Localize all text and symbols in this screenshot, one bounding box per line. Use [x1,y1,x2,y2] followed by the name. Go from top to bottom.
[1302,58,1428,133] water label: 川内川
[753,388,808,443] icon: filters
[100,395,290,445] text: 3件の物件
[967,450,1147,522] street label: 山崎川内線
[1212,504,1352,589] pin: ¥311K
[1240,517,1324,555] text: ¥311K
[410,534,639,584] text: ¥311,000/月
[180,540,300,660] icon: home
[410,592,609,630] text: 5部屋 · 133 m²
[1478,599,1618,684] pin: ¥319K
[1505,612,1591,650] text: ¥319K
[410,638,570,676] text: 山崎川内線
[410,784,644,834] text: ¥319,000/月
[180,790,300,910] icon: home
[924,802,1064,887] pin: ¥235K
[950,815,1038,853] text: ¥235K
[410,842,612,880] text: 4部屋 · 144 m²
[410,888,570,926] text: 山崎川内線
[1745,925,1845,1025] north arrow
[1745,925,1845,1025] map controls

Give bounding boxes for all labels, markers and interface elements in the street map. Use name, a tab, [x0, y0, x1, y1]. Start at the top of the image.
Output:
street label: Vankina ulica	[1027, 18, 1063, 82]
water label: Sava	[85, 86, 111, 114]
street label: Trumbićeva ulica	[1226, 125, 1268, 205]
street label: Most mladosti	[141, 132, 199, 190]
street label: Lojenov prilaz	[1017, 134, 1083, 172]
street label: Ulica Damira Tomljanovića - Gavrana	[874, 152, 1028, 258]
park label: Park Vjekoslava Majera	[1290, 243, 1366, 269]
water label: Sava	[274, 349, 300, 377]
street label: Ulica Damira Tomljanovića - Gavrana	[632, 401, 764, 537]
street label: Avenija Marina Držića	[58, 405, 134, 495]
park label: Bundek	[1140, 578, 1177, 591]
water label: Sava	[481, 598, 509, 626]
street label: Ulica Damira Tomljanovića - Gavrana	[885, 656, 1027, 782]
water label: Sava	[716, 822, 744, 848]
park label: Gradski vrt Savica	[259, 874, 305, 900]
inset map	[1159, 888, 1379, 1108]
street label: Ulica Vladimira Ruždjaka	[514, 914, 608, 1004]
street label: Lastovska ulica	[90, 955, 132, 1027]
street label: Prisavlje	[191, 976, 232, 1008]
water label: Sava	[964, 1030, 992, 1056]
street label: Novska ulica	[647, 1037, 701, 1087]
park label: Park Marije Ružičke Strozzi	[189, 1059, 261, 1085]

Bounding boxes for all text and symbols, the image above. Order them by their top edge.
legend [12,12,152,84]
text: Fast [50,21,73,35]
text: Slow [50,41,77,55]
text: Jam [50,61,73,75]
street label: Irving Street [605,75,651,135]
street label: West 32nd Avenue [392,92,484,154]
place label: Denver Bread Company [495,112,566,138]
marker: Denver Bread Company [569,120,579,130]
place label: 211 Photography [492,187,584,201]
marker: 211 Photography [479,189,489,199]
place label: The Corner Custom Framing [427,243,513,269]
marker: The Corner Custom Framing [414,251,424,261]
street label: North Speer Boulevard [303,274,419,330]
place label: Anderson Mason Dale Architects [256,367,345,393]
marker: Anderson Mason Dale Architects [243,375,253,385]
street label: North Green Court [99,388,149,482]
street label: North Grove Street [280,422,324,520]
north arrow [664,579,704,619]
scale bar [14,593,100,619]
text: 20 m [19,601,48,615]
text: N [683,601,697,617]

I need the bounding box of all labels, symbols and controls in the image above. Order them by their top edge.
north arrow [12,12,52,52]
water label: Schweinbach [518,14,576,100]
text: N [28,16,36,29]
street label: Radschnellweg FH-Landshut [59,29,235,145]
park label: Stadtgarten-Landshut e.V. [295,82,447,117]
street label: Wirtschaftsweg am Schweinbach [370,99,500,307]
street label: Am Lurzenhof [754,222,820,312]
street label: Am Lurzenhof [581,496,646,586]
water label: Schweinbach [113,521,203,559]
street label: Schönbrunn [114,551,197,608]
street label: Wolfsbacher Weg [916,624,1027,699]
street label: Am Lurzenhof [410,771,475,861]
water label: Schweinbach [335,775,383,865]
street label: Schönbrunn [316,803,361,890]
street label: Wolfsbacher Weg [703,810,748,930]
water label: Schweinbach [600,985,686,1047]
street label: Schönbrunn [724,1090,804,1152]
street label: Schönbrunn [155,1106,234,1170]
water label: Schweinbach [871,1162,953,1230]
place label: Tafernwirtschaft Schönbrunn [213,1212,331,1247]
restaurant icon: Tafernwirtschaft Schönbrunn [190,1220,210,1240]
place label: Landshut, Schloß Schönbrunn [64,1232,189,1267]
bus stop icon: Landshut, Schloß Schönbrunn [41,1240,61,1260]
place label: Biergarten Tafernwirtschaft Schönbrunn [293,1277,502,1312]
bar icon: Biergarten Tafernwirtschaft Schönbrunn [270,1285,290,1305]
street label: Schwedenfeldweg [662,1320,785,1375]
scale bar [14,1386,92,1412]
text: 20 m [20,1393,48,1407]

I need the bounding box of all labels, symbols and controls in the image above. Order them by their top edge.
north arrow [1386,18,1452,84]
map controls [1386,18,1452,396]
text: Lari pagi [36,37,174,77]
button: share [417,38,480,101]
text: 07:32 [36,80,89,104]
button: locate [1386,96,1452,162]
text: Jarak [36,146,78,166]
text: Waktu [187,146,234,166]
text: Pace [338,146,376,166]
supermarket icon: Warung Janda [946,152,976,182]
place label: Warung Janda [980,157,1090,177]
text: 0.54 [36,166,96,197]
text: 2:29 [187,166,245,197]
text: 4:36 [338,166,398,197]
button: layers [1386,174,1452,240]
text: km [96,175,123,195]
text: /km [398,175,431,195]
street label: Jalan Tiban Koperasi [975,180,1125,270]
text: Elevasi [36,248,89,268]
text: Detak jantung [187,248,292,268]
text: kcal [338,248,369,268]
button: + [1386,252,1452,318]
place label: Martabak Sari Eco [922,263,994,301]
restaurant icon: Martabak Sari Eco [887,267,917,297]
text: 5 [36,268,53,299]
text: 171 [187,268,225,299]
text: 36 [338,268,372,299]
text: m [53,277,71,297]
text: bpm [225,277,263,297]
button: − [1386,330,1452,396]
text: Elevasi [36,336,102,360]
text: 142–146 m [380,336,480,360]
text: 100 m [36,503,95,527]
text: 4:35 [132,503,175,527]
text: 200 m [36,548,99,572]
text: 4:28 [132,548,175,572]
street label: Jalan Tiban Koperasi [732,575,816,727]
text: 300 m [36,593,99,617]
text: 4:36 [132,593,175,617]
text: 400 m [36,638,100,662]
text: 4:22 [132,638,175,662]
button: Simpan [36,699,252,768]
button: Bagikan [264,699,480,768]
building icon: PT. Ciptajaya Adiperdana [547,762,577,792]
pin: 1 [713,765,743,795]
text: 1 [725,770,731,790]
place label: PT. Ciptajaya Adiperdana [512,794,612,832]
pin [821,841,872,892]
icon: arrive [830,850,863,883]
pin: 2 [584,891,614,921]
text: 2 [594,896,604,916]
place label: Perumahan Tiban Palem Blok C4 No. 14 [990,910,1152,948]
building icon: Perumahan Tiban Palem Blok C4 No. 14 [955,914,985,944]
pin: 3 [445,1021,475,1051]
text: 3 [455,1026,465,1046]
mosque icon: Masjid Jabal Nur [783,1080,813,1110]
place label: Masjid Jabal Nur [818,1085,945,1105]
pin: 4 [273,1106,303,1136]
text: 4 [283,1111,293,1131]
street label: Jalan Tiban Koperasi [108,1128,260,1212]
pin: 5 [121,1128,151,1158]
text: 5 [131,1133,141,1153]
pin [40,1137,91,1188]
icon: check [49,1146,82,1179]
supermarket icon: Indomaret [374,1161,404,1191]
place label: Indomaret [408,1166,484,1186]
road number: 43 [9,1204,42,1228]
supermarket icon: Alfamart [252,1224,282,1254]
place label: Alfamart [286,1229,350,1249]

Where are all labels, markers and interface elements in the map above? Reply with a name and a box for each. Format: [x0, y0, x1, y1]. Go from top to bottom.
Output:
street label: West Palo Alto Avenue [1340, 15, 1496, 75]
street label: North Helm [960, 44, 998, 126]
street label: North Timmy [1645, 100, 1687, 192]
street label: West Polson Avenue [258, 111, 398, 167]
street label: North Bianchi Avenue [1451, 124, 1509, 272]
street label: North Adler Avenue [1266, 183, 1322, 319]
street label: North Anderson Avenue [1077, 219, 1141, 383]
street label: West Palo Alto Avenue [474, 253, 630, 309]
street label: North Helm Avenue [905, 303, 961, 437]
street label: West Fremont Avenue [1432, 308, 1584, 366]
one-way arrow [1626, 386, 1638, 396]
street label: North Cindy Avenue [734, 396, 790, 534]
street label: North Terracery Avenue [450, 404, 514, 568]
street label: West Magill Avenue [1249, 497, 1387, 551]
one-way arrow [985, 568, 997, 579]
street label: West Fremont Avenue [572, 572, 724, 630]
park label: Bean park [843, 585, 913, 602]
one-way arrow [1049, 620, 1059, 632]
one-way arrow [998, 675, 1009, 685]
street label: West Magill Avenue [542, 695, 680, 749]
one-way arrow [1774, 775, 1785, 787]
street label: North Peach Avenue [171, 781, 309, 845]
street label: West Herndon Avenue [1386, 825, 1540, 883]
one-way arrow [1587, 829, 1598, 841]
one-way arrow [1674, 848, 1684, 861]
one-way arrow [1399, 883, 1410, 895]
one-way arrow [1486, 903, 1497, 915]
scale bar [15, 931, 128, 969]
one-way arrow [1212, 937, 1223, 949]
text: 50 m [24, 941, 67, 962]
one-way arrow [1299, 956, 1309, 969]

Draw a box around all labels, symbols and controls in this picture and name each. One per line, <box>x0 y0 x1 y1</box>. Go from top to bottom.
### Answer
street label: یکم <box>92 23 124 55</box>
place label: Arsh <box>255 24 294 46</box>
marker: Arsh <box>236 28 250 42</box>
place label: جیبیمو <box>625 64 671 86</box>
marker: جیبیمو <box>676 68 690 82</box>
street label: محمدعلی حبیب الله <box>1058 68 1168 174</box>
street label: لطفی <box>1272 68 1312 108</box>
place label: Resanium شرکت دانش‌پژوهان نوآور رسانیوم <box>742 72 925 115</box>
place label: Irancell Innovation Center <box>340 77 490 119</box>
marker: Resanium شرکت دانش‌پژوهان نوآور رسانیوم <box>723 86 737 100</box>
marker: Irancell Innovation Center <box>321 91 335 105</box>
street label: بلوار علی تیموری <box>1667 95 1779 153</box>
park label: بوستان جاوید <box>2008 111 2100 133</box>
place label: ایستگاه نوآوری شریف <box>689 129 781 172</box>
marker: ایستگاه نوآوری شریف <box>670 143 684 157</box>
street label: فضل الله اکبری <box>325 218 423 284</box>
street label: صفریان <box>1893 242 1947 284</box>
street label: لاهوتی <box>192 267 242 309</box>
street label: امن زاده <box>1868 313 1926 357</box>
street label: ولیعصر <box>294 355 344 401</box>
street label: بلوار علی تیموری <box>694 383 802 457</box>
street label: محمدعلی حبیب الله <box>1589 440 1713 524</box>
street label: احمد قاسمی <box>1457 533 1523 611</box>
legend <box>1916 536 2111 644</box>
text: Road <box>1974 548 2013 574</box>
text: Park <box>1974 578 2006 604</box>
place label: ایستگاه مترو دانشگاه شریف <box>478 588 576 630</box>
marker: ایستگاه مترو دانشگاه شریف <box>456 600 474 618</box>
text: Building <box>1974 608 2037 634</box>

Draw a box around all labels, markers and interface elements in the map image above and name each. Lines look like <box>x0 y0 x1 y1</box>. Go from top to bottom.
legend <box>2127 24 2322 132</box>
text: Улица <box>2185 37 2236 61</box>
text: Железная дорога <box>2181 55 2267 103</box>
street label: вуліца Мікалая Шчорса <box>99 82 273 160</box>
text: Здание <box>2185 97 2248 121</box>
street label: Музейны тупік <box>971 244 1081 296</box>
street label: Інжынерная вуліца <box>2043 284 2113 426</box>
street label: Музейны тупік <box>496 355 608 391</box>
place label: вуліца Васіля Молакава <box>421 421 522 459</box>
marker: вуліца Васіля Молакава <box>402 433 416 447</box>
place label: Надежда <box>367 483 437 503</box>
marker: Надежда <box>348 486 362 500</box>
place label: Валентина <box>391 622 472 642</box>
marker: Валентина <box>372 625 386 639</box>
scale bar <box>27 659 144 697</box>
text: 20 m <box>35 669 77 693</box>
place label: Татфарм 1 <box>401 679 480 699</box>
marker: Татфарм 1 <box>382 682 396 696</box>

────────────────────

Return every line of the listing above where "Jabal" appears.

**SOLUTION TO THIS EXERCISE:**
mosque icon: Masjid Jabal Nur [783,1080,813,1110]
place label: Masjid Jabal Nur [818,1085,945,1105]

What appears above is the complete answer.